◆ **EXERCISE DIRECTIONS**
Report, in full, each line of the material below in which the string "Kleiststraße" occurs.

◆ **GIVEN INFORMATION**

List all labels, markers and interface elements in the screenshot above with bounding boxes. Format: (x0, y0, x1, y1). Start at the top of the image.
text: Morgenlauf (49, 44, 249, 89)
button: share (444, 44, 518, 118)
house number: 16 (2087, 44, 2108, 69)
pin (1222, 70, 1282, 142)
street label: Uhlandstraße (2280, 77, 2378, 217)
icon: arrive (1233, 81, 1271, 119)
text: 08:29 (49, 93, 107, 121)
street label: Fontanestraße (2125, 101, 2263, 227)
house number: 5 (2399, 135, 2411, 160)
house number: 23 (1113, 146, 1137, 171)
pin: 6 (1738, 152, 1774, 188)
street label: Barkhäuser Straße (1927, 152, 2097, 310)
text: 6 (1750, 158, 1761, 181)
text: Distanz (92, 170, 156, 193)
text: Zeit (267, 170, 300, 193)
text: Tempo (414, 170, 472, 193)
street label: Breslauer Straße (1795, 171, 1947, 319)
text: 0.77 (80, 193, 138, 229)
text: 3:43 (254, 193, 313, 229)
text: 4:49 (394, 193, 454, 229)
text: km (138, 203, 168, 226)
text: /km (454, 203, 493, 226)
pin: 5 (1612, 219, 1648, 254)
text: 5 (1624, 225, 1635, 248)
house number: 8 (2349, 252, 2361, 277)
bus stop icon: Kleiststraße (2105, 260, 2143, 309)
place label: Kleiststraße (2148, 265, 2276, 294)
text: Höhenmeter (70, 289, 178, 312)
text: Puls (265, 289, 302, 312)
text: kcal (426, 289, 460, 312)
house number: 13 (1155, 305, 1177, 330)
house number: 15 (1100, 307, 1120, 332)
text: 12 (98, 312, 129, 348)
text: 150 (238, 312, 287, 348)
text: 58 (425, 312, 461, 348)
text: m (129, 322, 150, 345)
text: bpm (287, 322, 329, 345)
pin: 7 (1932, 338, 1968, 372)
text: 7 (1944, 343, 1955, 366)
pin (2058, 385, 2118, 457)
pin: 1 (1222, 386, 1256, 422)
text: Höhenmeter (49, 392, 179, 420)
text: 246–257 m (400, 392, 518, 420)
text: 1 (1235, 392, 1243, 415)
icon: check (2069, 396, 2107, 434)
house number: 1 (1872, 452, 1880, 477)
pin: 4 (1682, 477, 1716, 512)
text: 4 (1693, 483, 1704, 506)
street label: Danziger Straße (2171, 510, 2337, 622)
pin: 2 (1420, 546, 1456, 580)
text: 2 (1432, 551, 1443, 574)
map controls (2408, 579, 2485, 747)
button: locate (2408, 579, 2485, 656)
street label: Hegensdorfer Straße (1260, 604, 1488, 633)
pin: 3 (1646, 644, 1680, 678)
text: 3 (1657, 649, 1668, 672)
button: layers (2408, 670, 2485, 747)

◆ **ANSWER**
bus stop icon: Kleiststraße (2105, 260, 2143, 309)
place label: Kleiststraße (2148, 265, 2276, 294)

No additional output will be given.